The starter on the Old Course at St Andrews, a Buddha-shaped man with a permanent scowl who guards the first tee like a Rottweiler, tells players through a loudspeaker when they should commence. He was once approached by a Frenchman, desperate to play the venerable links. The starter told him sharply that there were no tee times available that day, breaking off to bark over the speaker, in his distinctive Fife accent, "Play away noo, Mr MacKenzie." The Frenchman asked whether he could play the next day. "Nae chance," snapped the starter, then leant over his microphone to call, "Play away noo, Mr Campbell".

Undeterred, the Frenchman asked whether he might be squeezed in sometime that week, and grudgingly the starter found a slot. "Name?" he barked. "Fouquet," said the Frenchman. The starter looked startled. "How are ye spelling that?" he asked. "F-O-U-Q-U-E-T," he was told. "Right, Mr Fouquet," said the starter, pronouncing the name uncertainly, as if it rhymed with bucket. "Ye've a starting time on Friday at 8.48am. Be here 10 minutes before. And just one more thing." "Oui?" said Monsieur Fouquet. "When I call through my loodspeaker, ye'll answer to the name Patterson."

I relate that possibly apocryphal story to illustrate one of the curiosities of golf at St Andrews, because it throws together people from all over the world with people who have rarely ventured beyond Dunfermline. This is especially true of the golfer-caddie relationship. A few years ago, there was a caddie called Willie who, when drunk (which was often), was a notorious headcase. After the obligatory 12 pints of heavy on a Friday night, Willie would go home, get out his air pistol, and shoot at passing cars. But he was always back at work first thing on Saturday morning, and once teamed up with a 6ft 7in Texan. "Howdy," growled the Texan. "I'm Big Tex from Fort Worth." Willie, who stood five foot three in his shabby socks, rose to the occasion. "How are ye, Big Tex," he said. "I'm Shotgun Willie from Broughty Ferry."

Last week, I played in the inaugural St Andrews Charity Open, and returned an 82 off the medal tees on the Old Course which, for me, was good going. I stayed at the super-swish Old Course Hotel, in a sumptuous room overlooking the 17th fairway. Heaven can't be dramatically different, although I suppose room service there would be delivered by Michelle Pfeiffer. And in heaven, I wouldn't have bogeyed the Road Hole.

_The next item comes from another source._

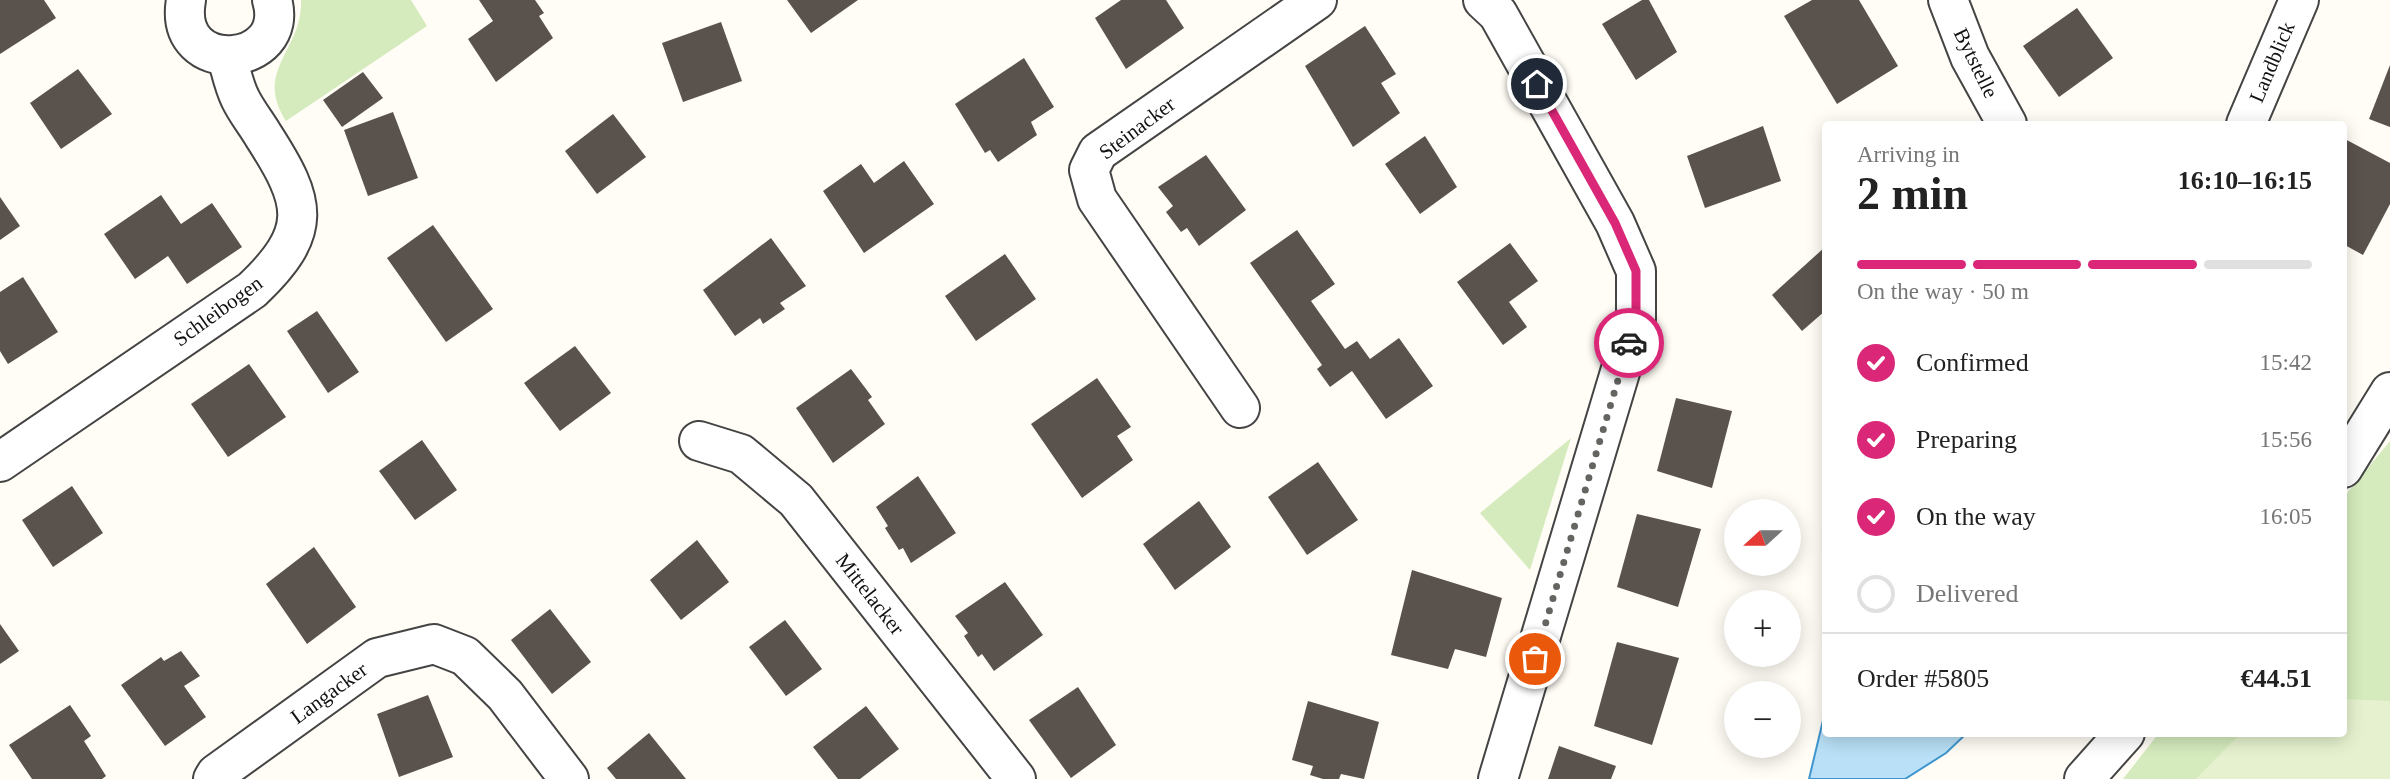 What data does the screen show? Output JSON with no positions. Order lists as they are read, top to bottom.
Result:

The Charity Open, organised by the St Andrews Rotary Club (for next year's details, call 01334 474371), pairs up visiting golfers with locals. I played with Steve Toon, amiable secretary of the Duke's Golf Club, which has a course designed by five-times Open champion Peter Thomson and is owned by the Old Course Hotel. And I employed a caddie, shamelessly pumping him for caddie stories, like the one about Archie, who was carrying for an elderly American nowhere near as good as his 28 handicap suggested.

The American, who was inclined to lift his head too early, topped almost every shot, and on the 18th hole topped his drive into the Swilcan Burn. It was the final straw. "Throw those darn clubs into the creek, Archie," he roared. "In fact I might jump in after them and drown myself." "Ye'll nae manage it," muttered Archie. "Ye'll nae keep your heed doon lang enough."

My caddie told me that many of his colleagues have nicknames. "There's one called the Crocodile," he said. Why? "I hav'nae a clue." Did he have a nickname? "Aye, they call me Cowdenbeath." Why? "I come from Cowdenbeath." Never let it be said that St Andrews caddies are deficient in logic. Indeed, some of them are downright intellectual. Cowdenbeath pointed out one with a first-class degree in economics.

Cowdenbeath turned out to be an excellent caddie, and could name practically every bunker on the Old Course. "Mind Cat's Trap and Walkenshaw on the left, and the Lion's Mouth on the right," he said, as I prepared to play my second to the 13th. I followed his instructions to the letter, thinning a six-iron to the heart of the green. This left me only about a quarter of a mile from the flag, the 13th/fifth being the largest of the extraordinary St Andrews double greens.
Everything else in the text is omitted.